# IBM Data Science Capstone

## Introduction
The different neighborhoods of a city can have a distinctly different feel. I will be examining the neighborhoods of Seattle, and clustering them into groups of similar neighborhoods based on number and types of venues they contain. This analysis could be valuable to several groups of people. For example, business owners with a successful business in one neighborhood may be interested in similar areas where they could expand. Or perhaps residents planning to move between neighborhoods might want to know what neighborhoods are similar (or dissimilar) to where they currently live. 

In [3]:
# Imports, needed for code throughout the analysis
import pandas as pd
import numpy as np
import os
import requests
import folium
import geopy.distance
from sklearn.cluster import KMeans
import matplotlib.pyplot as plt
from math import cos, radians
from sklearn.metrics import silhouette_score
from sklearn.preprocessing import StandardScaler

## Data

The data used in this analysis comes from 2 sources. 

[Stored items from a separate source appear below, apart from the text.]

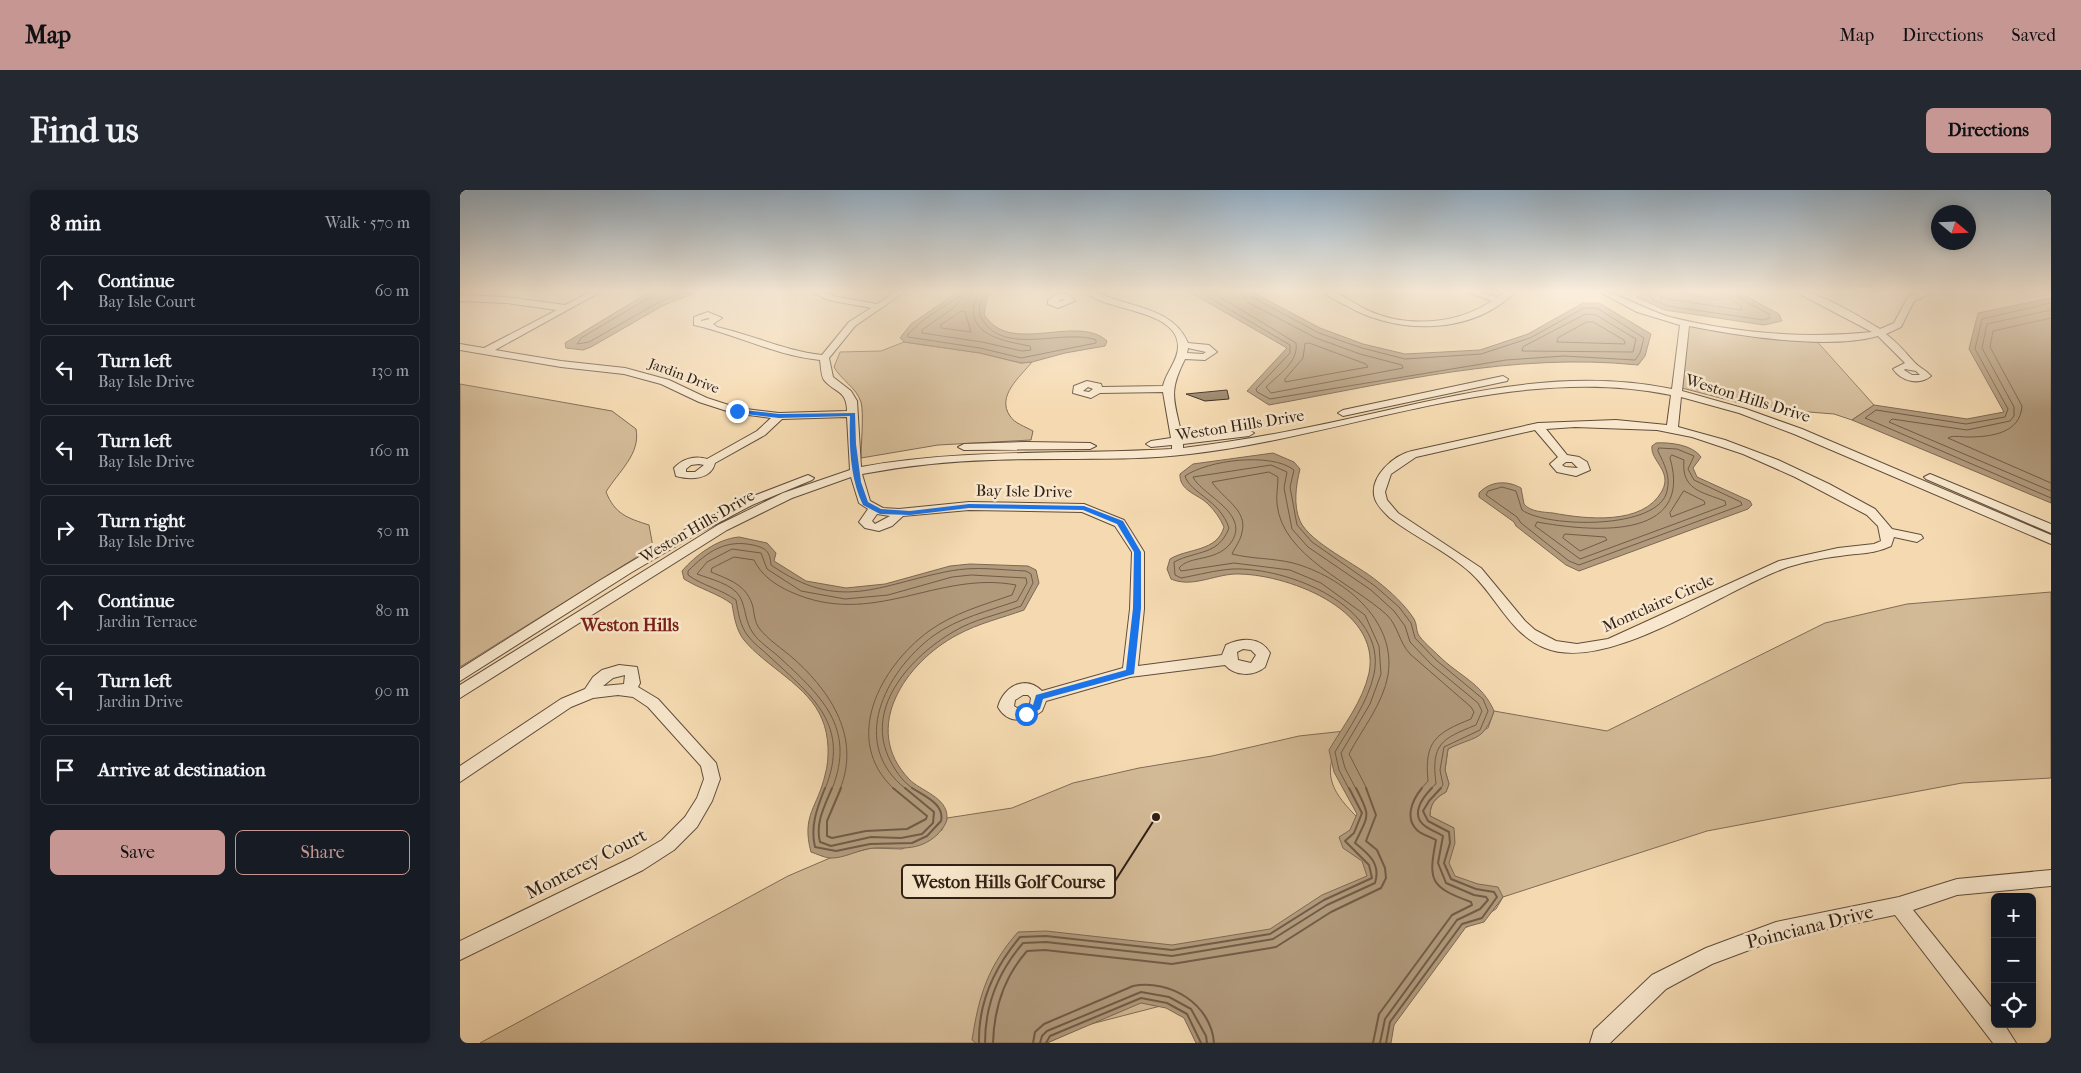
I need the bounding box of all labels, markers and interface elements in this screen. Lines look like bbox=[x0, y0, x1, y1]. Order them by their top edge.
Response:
text: Map bbox=[25, 21, 71, 49]
text: Map bbox=[1840, 25, 1874, 46]
text: Directions bbox=[1902, 25, 1983, 46]
text: Saved bbox=[2011, 25, 2056, 46]
button: Directions bbox=[1926, 108, 2051, 153]
text: Find us bbox=[30, 110, 139, 151]
north arrow bbox=[1931, 205, 1976, 250]
text: 8 min bbox=[50, 211, 101, 235]
text: Walk · 570 m bbox=[325, 213, 410, 232]
text: Continue bbox=[98, 270, 174, 292]
icon: ahead bbox=[51, 276, 79, 304]
text: 60 m bbox=[375, 281, 409, 300]
text: Bay Isle Court bbox=[98, 292, 196, 311]
text: Turn left bbox=[98, 350, 172, 372]
street label: Jardin Drive bbox=[645, 354, 722, 397]
icon: left bbox=[51, 356, 79, 384]
text: 130 m bbox=[371, 361, 409, 380]
street label: Weston Hills Drive bbox=[1682, 370, 1813, 426]
text: Bay Isle Drive bbox=[98, 372, 194, 391]
route end bbox=[726, 400, 749, 423]
street label: Weston Hills Drive bbox=[1174, 405, 1306, 445]
text: Turn left bbox=[98, 430, 172, 452]
icon: left bbox=[51, 436, 79, 464]
text: 160 m bbox=[369, 441, 409, 460]
text: Bay Isle Drive bbox=[98, 452, 194, 471]
street label: Bay Isle Drive bbox=[976, 481, 1072, 501]
street label: Weston Hills Drive bbox=[635, 485, 758, 567]
text: Turn right bbox=[98, 510, 185, 532]
icon: right bbox=[51, 516, 79, 544]
text: 50 m bbox=[377, 521, 409, 540]
text: Bay Isle Drive bbox=[98, 532, 194, 551]
street label: Montclaire Circle bbox=[1599, 570, 1717, 636]
text: Continue bbox=[98, 590, 174, 612]
icon: ahead bbox=[51, 596, 79, 624]
text: 80 m bbox=[375, 601, 409, 620]
text: Jardin Terrace bbox=[98, 612, 197, 631]
district label: Weston Hills bbox=[580, 615, 679, 636]
text: Turn left bbox=[98, 670, 172, 692]
icon: left bbox=[51, 676, 79, 704]
text: 90 m bbox=[375, 681, 409, 700]
text: Jardin Drive bbox=[98, 692, 183, 711]
route start bbox=[1015, 703, 1038, 726]
icon: arrive bbox=[51, 756, 79, 784]
text: Arrive at destination bbox=[98, 759, 266, 781]
street label: Monterey Court bbox=[522, 824, 650, 904]
button: Save bbox=[50, 830, 225, 875]
button: Share bbox=[235, 830, 410, 875]
callout: Weston Hills Golf Course bbox=[902, 865, 1115, 898]
text: Weston Hills Golf Course bbox=[912, 872, 1105, 893]
map controls bbox=[1991, 893, 2036, 1028]
button: + bbox=[1991, 893, 2036, 938]
street label: Poinciana Drive bbox=[1744, 901, 1876, 953]
button: − bbox=[1991, 938, 2036, 983]
button: locate bbox=[1991, 983, 2036, 1028]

First, we need geographic data for Seattle's neighborhoods. This is downloaded from an open data set (found [here](https://gis-kingcounty.opendata.arcgis.com/datasets/neighborhood-centers-in-king-county-neighborhood-centers-point), under the "Download" menu). This data defines 46 different neighborhoods of Seattle and provides latitude and longitude coordinates for each. These coordinates will be needed to get the next data.

I decided to drop neighborhoods that were far from the city center, and arbitrarily decided that 13km was the cutoff. Calculating distances in terms of latitude and longitude coordinates is actually quite complicated (fun fact: the curvature of the Earth must be accounted for!), but fortunately the `geopy` library does the hard work for you. 33 neighborhoods remained within the cutoff distance.

In [4]:
df = pd.read_csv("Neighborhood_Centers_in_King_County___neighborhood_centers_point.csv")
df = df[['NAME', 'LATITUDE', 'LONGITUDE' ]]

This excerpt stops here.